The Better Rhetor

Wednesday, April 16, 2003
"What You Need to Know"
(And Why You’d Better Know It)

So now we see that President Bush has warned Syria that it needs to go along with U.S plans for the region. His exact words were "Syria just needs to cooperate with us."

This is a variation of a familiar Bush refrain: What people "just need to do," or "what they need to know," or "what you need to understand." You hear this often with Bush, almost as a recurring theme, as in these comments made last year in reponse to a question about whether the U.S. was prepared to use military means beyond Afghanistan:

What people need to know is… we are going to do our job in Afghanistan first. Then we can find other areas… of opportunity to rout out terrorism.

That's the answer to your question, and that's what you got to know.

Or this, when asked during the presidential campaign about his past drug use:

"The game of trying to force me to prove a negative and to chase down unsubstantiated, ugly rumors has got to end," Bush replied, adding: "What people need to know about meis that when I swear in, I will swear in to not only uphold the laws of the land, I will swear to uphold the dignity in the office, of the office to which I had been elected, so help me God.

Or this, when talking about his plans to restructure social security:

I can say definitively every Social Security recipient is going to get their check.And that's what the American people need to understand.

Liberals have had a lot of fun mocking President Bush’s frequent verbal gaffes. And they are funny, a lot of them, with what pies being higher, and our nation held hostile, and the human being and the fish coexisting peacefully, and all the rest of that strange lingo that defines the verbal landscape of George Bush. Listen to him long enough, and Bush can make Reagan sound like Cicero.

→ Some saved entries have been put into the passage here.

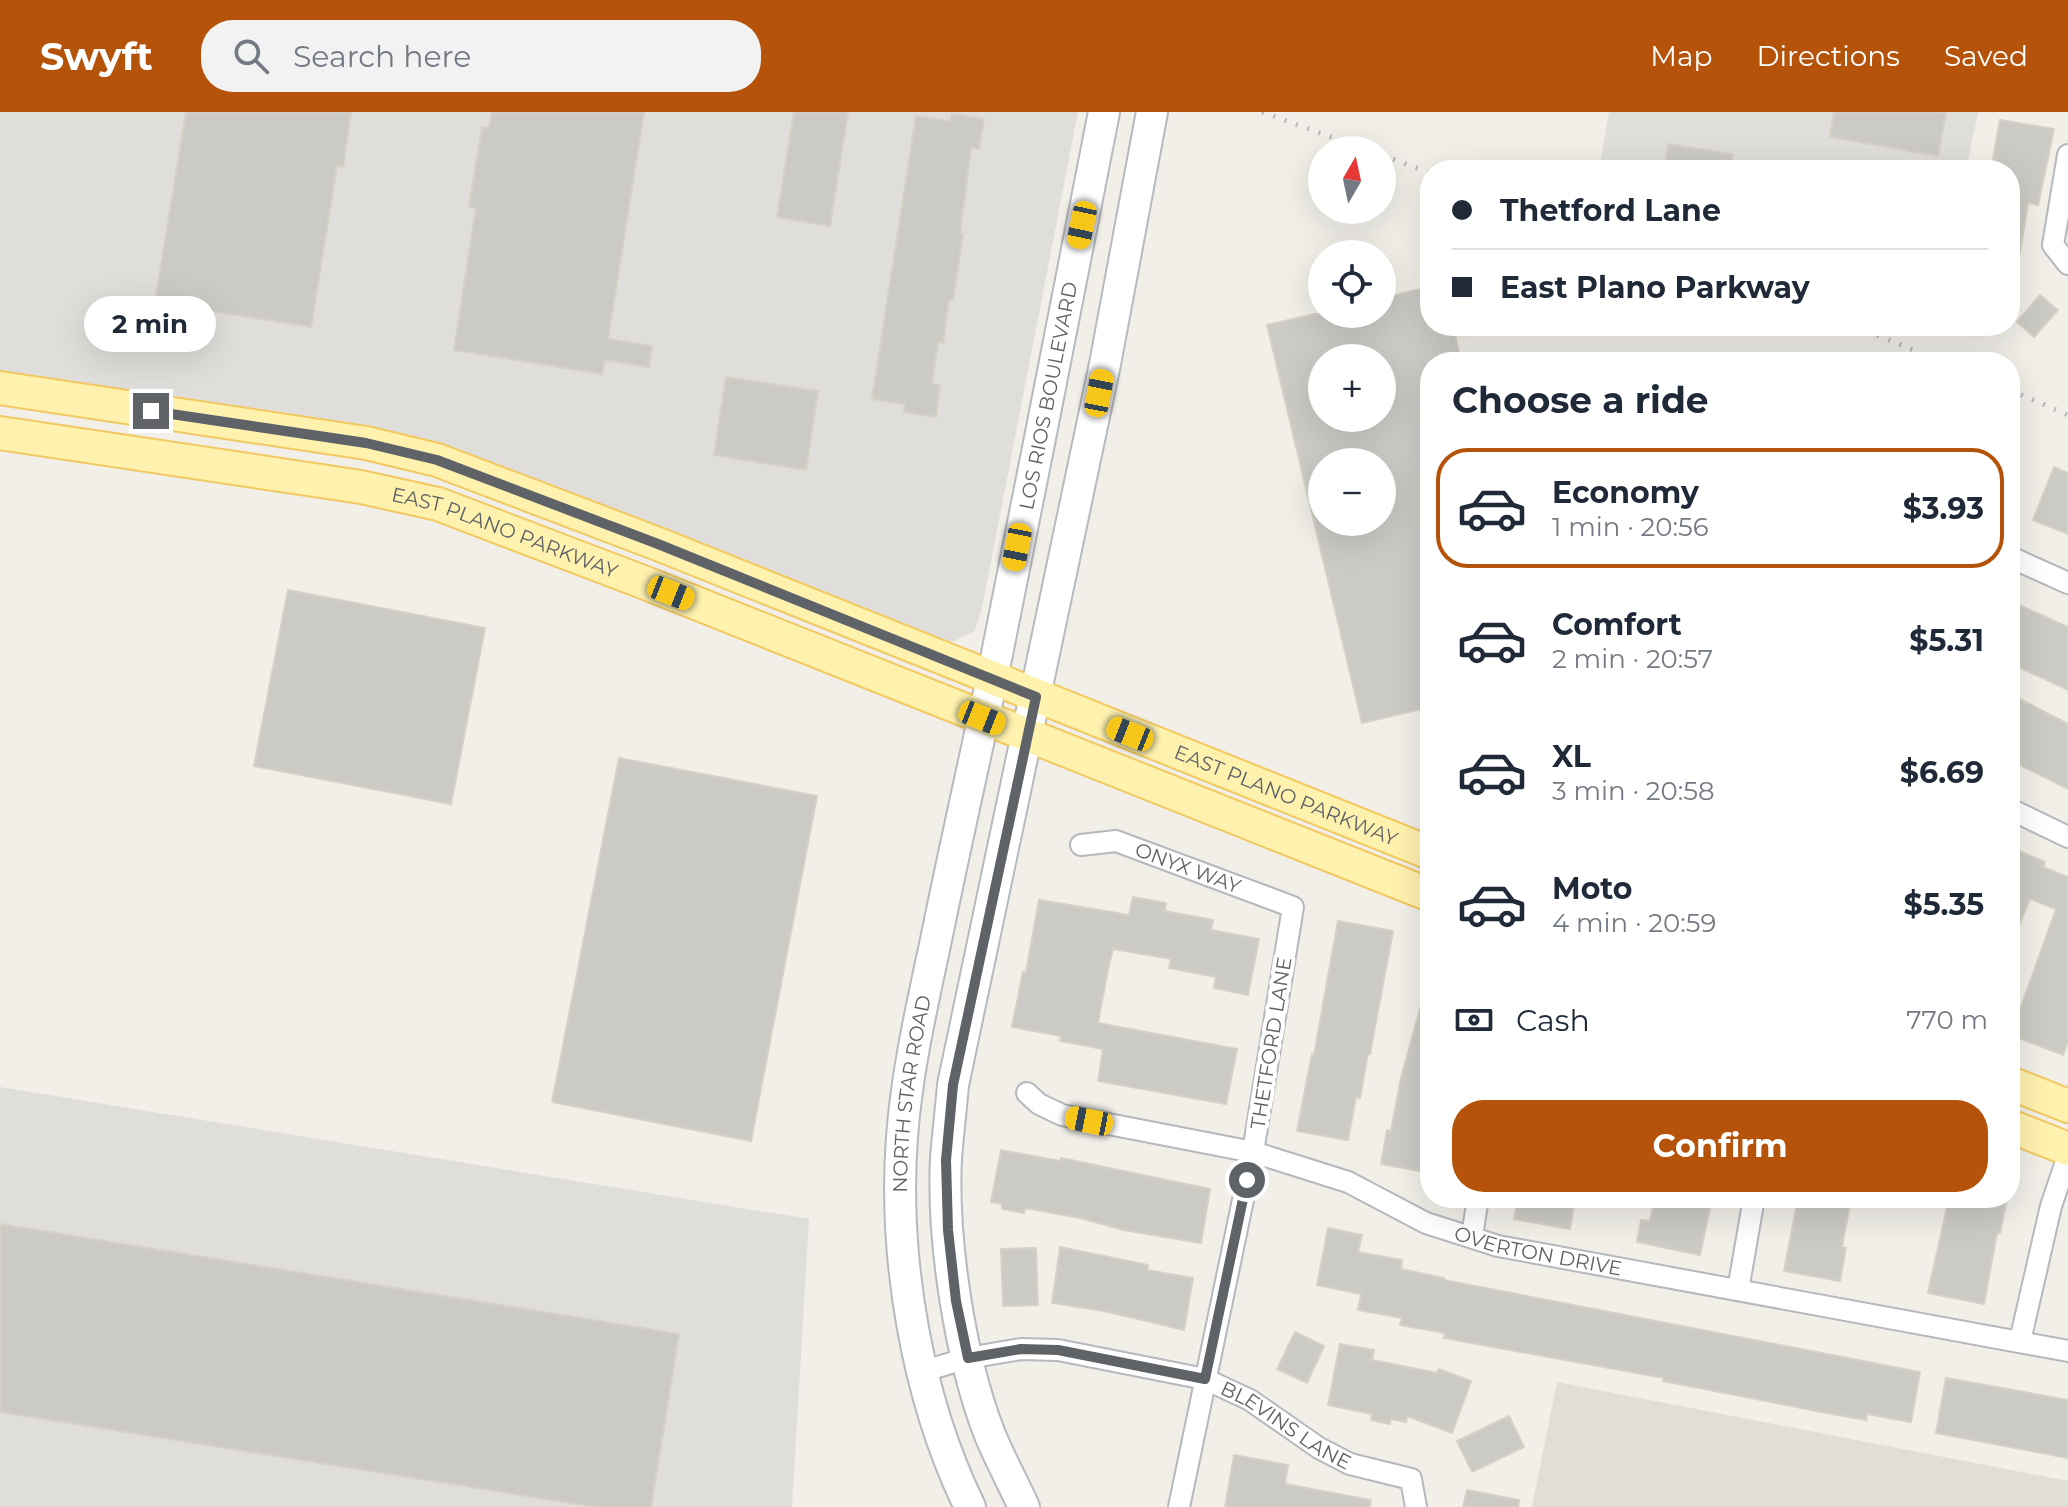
<!DOCTYPE html>
<meta charset="utf-8">
<style>
body{margin:0;font-family:Montserrat,sans-serif;background:#f2f2f3;color:#1f2937;height:100vh;display:flex;flex-direction:column;font-size:30px;white-space:nowrap}
*{box-sizing:border-box;margin:0}
p{font-size:26px;color:#747a83}
.icon{flex:none;width:44px;height:44px;fill:none;stroke:currentColor;stroke-width:2;stroke-linecap:round;stroke-linejoin:round}
.map{position:relative;flex:1;overflow:hidden}
.sheet{position:absolute;left:1420px;top:240px;width:600px;height:856px;display:flex;flex-direction:column;background:#fff;border-radius:32px;box-shadow:0 8px 32px #0002}
.sheet>*{flex:none}
.top-card{position:absolute;left:1420px;top:48px;width:600px;height:176px;border-radius:32px;box-shadow:0 8px 32px #0002;display:grid;align-content:center;height:176px;padding:0 32px;background:#fff}
.needle{width:52px;rotate:9deg}
.buttons{position:absolute;left:1308px;top:24px;display:grid;gap:16px}
.buttons a{display:grid;place-items:center;width:88px;height:88px;border-radius:50%;background:#fff;box-shadow:0 8px 32px #0002;font-size:40px}
.end{position:absolute;width:36px;height:36px;margin:-18px;border:10px solid #5f6368;background:#fff;box-shadow:0 0 0 4px #fff}
.from{border-radius:50%}
.bubble{position:absolute;height:56px;border-radius:28px;background:#fff;box-shadow:0 8px 32px #0002;font-size:26px;font-weight:700;line-height:56px;text-align:center}
.car{position:absolute;width:24px;height:48px;margin:-24px -12px;border-radius:10px;box-shadow:0 0 6px 2px #0007;background:linear-gradient(#f5c518 24%,#345 0 40%,#f5c518 0 76%,#345 0 86%,#f5c518 0)}
.top-card b{display:flex;align-items:center;gap:28px;height:76px;font-size:30px}
.top-card b+b{border-top:2px solid #e0e1e3}
.top-card i{width:20px;height:20px;background:#1f2937}
ul{padding:0;list-style:none}
li{display:flex;align-items:center;gap:24px;height:120px;margin:0 16px 12px;padding:0 16px;border:4px solid transparent;border-radius:32px}
li div{flex:1}
li b{display:block;font-size:30px}
li em{font-style:normal;font-weight:700}
li.selected{border-color:#b45309}
li>.icon{width:72px;height:72px;stroke-width:1.5}
h2{padding:0 32px;font-size:36px;line-height:96px}
.pay{display:flex;align-items:center;gap:20px;height:88px;padding:0 32px;font-size:30px}
.pay p{margin-inline-start:auto}
.primary-button{display:flex;gap:16px;margin-top:auto;padding:16px 32px}
.primary-button a{flex:1;height:92px;border-radius:32px;background:#b45309;color:#fff;font-size:32px;font-weight:700;line-height:92px;text-align:center}
header{display:flex;align-items:center;gap:48px;box-sizing:border-box;height:112px;padding:0 40px;background:#b45309;color:#fff}
header strong{font-size:38px}
nav{display:flex;gap:44px;margin-inline-start:auto;font-size:28px}
.search{width:560px;height:72px;background:#f2f2f3;display:flex;align-items:center;gap:20px;box-sizing:border-box;padding:0 28px;border-radius:32px;color:#747a83;font-size:30px}
.map>svg:first-child{display:block}
</style>
<header>
<strong>Swyft</strong>
<div class="search"><svg class="icon" aria-label="search" viewBox="0 0 24 24"><circle cx="10" cy="10" r="6"/><path d="M15 15l6 6"/></svg>Search here</div>
<nav><a>Map</a><a>Directions</a><a>Saved</a></nav>
</header>
<div class="map">
<svg width="2068" height="1395" viewBox="0 0 2068 1395">
<rect width="100%" height="100%" fill="#f1efe8"/>
<path fill="#e0deda" d="M0 0H1078L982 496 975 519 954 529H937L612 401 0 263Z
M1609 0H1978L1966 58H1599Z
M0 975 809 1107 792 1395H0Z"/>
<path fill="#e1ded6" d="M1557 1270 2068 1369V1395H1532Z"/>
<path fill="#cccac5" stroke="#d6d1c6" stroke-width="2" fill-rule="evenodd" d="M186 0H351L343 55 337 54 311 215 155 190Z
M492 0H644L608 227 652 234 649 255 605 248 602 262 454 238 476 96 469 95 482 15 489 16Z
M794 0H848L830 114 777 105Z
M1834 0H1946L1938 44 1830 25Z
M952 2 984 7 979 37 971 36 960 122H963L953 188H949L943 231 938 230 932 272 940 273 936 305 904 300 905 292 872 287 916 4 950 9Z
M2000 8 2054 17 2038 93 2028 91 2018 153 2010 152V56L1992 53Z
M1668 32 1733 42 1731 58H1664Z
M1430 175V214H1453L1461 250H1430V595L1362 611 1267 213 1315 202H1382V186ZM1322 246H1382V306H1322ZM1322 350H1382V410H1322Z
M2040 183 2058 198 2034 225 2017 210Z
M726 265 818 279 806 358 714 343Z
M2054 355 2068 361V422L2033 408Z
M288 478 485 516 451 692 254 654Z
M2010 489 2068 515V578L2010 551Z
M2010 582 2068 612V677L2010 648Z
M619 646 817 684 751 1029 552 990Z
M2010 735 2045 750 2043 755 2068 765V929L2063 943 2011 923 2056 797 2030 787 2010 835Z
M1133 785 1166 791 1165 799 1213 808 1211 818 1259 827 1248 883 1214 876 1216 865 1169 856 1171 847 1113 837 1108 857 1098 911 1237 937 1226 992 1098 969 1103 937 1060 929 1061 924 1012 915 1023 860H1026L1039 788 1129 803Z
M1338 809 1393 819 1370 942H1368L1360 986 1356 985 1348 1028 1297 1019 1312 942 1314 943Z
M1426 875H1430V1061L1381 1052 1387 1018 1391 1019 1401 966Z
M1001 1038 1060 1049 1061 1046 1210 1077 1201 1131 1124 1118 1080 1106 1025 1096 1024 1101 1002 1097V1092L991 1090Z
M1518 1086H1575L1570 1117 1514 1107Z
M1655 1086H1712L1700 1143 1637 1130 1641 1108 1650 1109Z
M1798 1086H1816L1850 1092 1842 1135 1846 1136 1840 1169 1784 1159Z
M1949 1086H2007L2000 1121H1997L1984 1192 1928 1181Z
M0 1112 679 1222 651 1395H596L0 1300Z
M1328 1116 1362 1123 1358 1140 1402 1148 1401 1157 1444 1166V1168L1920 1260 1911 1310 1867 1302 1866 1308 1832 1302 1663 1269 1664 1266 1444 1226 1445 1221 1400 1213 1402 1206 1358 1198 1361 1182 1317 1173Z
M1060 1135 1148 1153 1147 1158 1193 1166 1184 1218 1104 1199 1052 1191Z
M1036 1136 1038 1193 1003 1194 1001 1137Z
M1295 1220 1324 1234 1307 1271 1277 1257Z
M1340 1232 1374 1238 1372 1248 1437 1261 1439 1257 1471 1269 1452 1321 1407 1304 1406 1310 1391 1307 1390 1312 1371 1308 1372 1302 1328 1293Z
M1946 1266 2068 1288V1346L1936 1321Z
M1509 1304 1524 1335 1472 1360 1457 1329Z
M1234 1343 1288 1353 1285 1372 1371 1388 1370 1395H1225Z
M1467 1378 1519 1388 1518 1395H1463Z"/>
<g fill="none" stroke-linecap="round" stroke-linejoin="round">
<defs>
<g id="minor">
<path d="M2068 43 2053 133 2068 152"/>
<path d="M2010 445 2068 471"/>
<path d="M2010 697 2068 725"/>
<path id="s1" d="M1081 733 1116 729 1293 795 1253 1040 1179 1395"/>
<path id="s2" d="M1027 981 1039 992 1062 1003 1253 1040 1348 1070 1426 1111 1498 1134 2068 1239"/>
<path d="M1472 1124 1478 1086"/>
<path d="M1738 1178 1754 1086"/>
<path d="M2020 1229 2051 1094 2068 1044"/>
<path id="s3" d="M924 1259 968 1246 1021 1237 1058 1238 1205 1267 1250 1288 1319 1336 1350 1352 1411 1367 1416 1395"/>
</g>
<g id="secondary">
<path id="s4" d="M970 1395C917 1287 893 1146 902 1025 907 958 922 894 936 828 954 739 974 651 993 562 1031 375 1067 187 1104 0"/>
<path d="M1024 1395C1013 1371 1000 1347 990 1323 960 1246 942 1129 946 1046 948 1022 951 997 953 973L1105 252 1152 0"/>
</g>
<g id="primary">
<path id="s5" d="M0 276 366 331 437 348 658 432 1430 741"/>
<path id="s6" d="M0 321 361 375 438 392 643 470 1430 783"/>
<path d="M2010 971 2068 994"/>
<path d="M2010 1014 2068 1037"/>
</g>
</defs>
<use href="#minor" stroke="#b5b8bc" stroke-width="24"/>
<use href="#secondary" stroke="#b6babf" stroke-width="34"/>
<use href="#primary" stroke="#f2c960" stroke-width="36"/>
<use href="#minor" stroke="#fff" stroke-width="20"/>
<use href="#secondary" stroke="#fff" stroke-width="30"/>
<use href="#primary" stroke="#fff2af" stroke-width="32"/>
<path stroke="#b6b7b8" stroke-width="5" stroke-dasharray="2 10" stroke-linecap="butt" d="M1262 0 1367 38
M1382 43 1430 61
M1855 214 1942 250
M2010 278 2068 303"/>
</g>
<g fill="none" stroke-linecap="round" stroke-linejoin="round">
<path stroke="#5f6368" stroke-width="10" d="M151 299 366 331 437 348 658 432 1036 585 953 973 946 1048 948 1118 956 1189 968 1246 1021 1237 1058 1238 1205 1267 1247 1068"/>
</g>
<g text-anchor="middle" dominant-baseline="central" stroke-width="8" stroke-linejoin="round" paint-order="stroke">
<g font-size="20" fill="#5f6368" stroke="#fff">
<text stroke="none"><textPath href="#s4" startOffset="1136">LOS RIOS BOULEVARD</textPath></text>
<text stroke="none"><textPath href="#s6" startOffset="516">EAST PLANO PARKWAY</textPath></text>
<text stroke="none"><textPath href="#s5" startOffset="1356">EAST PLANO PARKWAY</textPath></text>
<text stroke="none"><textPath href="#s1" startOffset="112">ONYX WAY</textPath></text>
<text transform="translate(1271 931) rotate(-81)">THETFORD LANE</text>
<text stroke="none"><textPath href="#s4" startOffset="424">NORTH STAR ROAD</textPath></text>
<text stroke="none"><textPath href="#s2" startOffset="540">OVERTON DRIVE</textPath></text>
<text stroke="none"><textPath href="#s3" startOffset="380">BLEVINS LANE</textPath></text>
</g>
</g>
</svg>
<div class="buttons">
<a><svg class="needle" viewBox="-14 -14 28 28"><path d="M0-13l5 13h-10z" fill="#e53935"/><path d="M0 13l5-13h-10z" fill="#747a83"/></svg></a>
<a><svg class="icon" aria-label="locate" viewBox="0 0 24 24"><circle cx="12" cy="12" r="6"/><path d="M12 2v4M12 18v4M2 12h4M18 12h4"/></svg></a>
<a>+</a>
<a>−</a>
</div>
<i class="end from" style="left:1247px;top:1068px"></i>
<i class="end" style="left:151px;top:299px"></i>
<div class="bubble" style="left:84px;top:184px;width:132px">2 min</div>
<i class="car" style="left:1082px;top:113px;rotate:192deg"></i>
<i class="car" style="left:1099px;top:281px;rotate:11deg"></i>
<i class="car" style="left:1017px;top:435px;rotate:191deg"></i>
<i class="car" style="left:671px;top:481px;rotate:112deg"></i>
<i class="car" style="left:982px;top:606px;rotate:112deg"></i>
<i class="car" style="left:1130px;top:622px;rotate:292deg"></i>
<i class="car" style="left:1089px;top:1009px;rotate:281deg"></i>
<div class="top-card">
<b><i class="from"></i>Thetford Lane</b>
<b><i></i>East Plano Parkway</b>
</div>
<section class="sheet">
<h2>Choose a ride</h2>
<ul>
<li class="selected"><svg class="icon" aria-label="car" viewBox="0 0 24 24"><path d="M5 17H2v-5l4-1 3-4h7l3 4 3 1v5h-3M9 17h6M6 11h13"/><circle cx="7" cy="17" r="2"/><circle cx="17" cy="17" r="2"/></svg><div><b>Economy</b><p>1 min · 20:56</p></div><em>$3.93</em></li>
<li><svg class="icon" aria-label="car" viewBox="0 0 24 24"><path d="M5 17H2v-5l4-1 3-4h7l3 4 3 1v5h-3M9 17h6M6 11h13"/><circle cx="7" cy="17" r="2"/><circle cx="17" cy="17" r="2"/></svg><div><b>Comfort</b><p>2 min · 20:57</p></div><em>$5.31</em></li>
<li><svg class="icon" aria-label="car" viewBox="0 0 24 24"><path d="M5 17H2v-5l4-1 3-4h7l3 4 3 1v5h-3M9 17h6M6 11h13"/><circle cx="7" cy="17" r="2"/><circle cx="17" cy="17" r="2"/></svg><div><b>XL</b><p>3 min · 20:58</p></div><em>$6.69</em></li>
<li><svg class="icon" aria-label="car" viewBox="0 0 24 24"><path d="M5 17H2v-5l4-1 3-4h7l3 4 3 1v5h-3M9 17h6M6 11h13"/><circle cx="7" cy="17" r="2"/><circle cx="17" cy="17" r="2"/></svg><div><b>Moto</b><p>4 min · 20:59</p></div><em>$5.35</em></li>
</ul>
<div class="pay"><svg class="icon" aria-label="cash" viewBox="0 0 24 24"><path d="M3 7h18v10H3z"/><circle cx="12" cy="12" r="2"/></svg>Cash<p>770 m</p></div>
<div class="primary-button"><a>Confirm</a></div>
</section>
</div>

And maybe Bush's repeated use of "what you need to know" could be seen as just a verbal tic, a way of filling out and amplifying a statement. (Next time Dick Cheney comes out of his undisclosed location to give an interview, count how many times he uses the phrase "if you will" when answering a question.)

But I think there’s more to it than that. Like Mark Crispin Miller, I think these performances reveal more than a comical disregard for the language or a second-rate intelligence. I think they reveal something innate about George Bush, something intrinsic to his personality and view of the world.

In the Bush lingo, "What you need to know" functions a way to cut off questions, end discussion, and discourage thought. It is a profoundly authoritarian phrase, one that speaks to Bush’s patrician background and privileged upbringing. He knows what we need to know, and he will make no bones about telling us. More, the use of this phrase is deeply anti-democratic, a command that the people follow and not question. It is the speaker’s way of letting you know who’s in charge, who has power, who has the right to speak. It absolves listeners of responsibility and encourages them to place all troublesome thoughts in the hands of the Dear Leader, the Grand Inquisitor, the God-king, or whatever title the dictator-of-the-day has bestowed upon himself. (And It’s almost always a "He," isn’t it?)

Bush is no dictator, not legally, but he is an authoritarian, one who seems to resent intensely the questions or criticisms of others, no matter how mild. From the start, his presidency has been spectacularly anti-democratic, whether in its quest to expand executive powers, its obsessive pursuit of secrecy, its contempt for the U.N., its incessant propagandizing, or, at the most basic level, its theft of the democratic process in Florida. "What you need to know" captures the authoritarian nature of the Bush regime, letting all of us know that we are no longer required to question, to think, to act. Bush will do these for us. That's what we need to know.

For some, this can be a tremendous relief, a lifting of burdens. You don't need to trouble your head: Bush will do your thinking for you. That's what you need to understand. Such thoughts, for some, may be comforting. It may be easier at last to love Big Brother.

For the rest of us, though, what Bush says we need to know and what we really need to know are very different things. What will we do about it?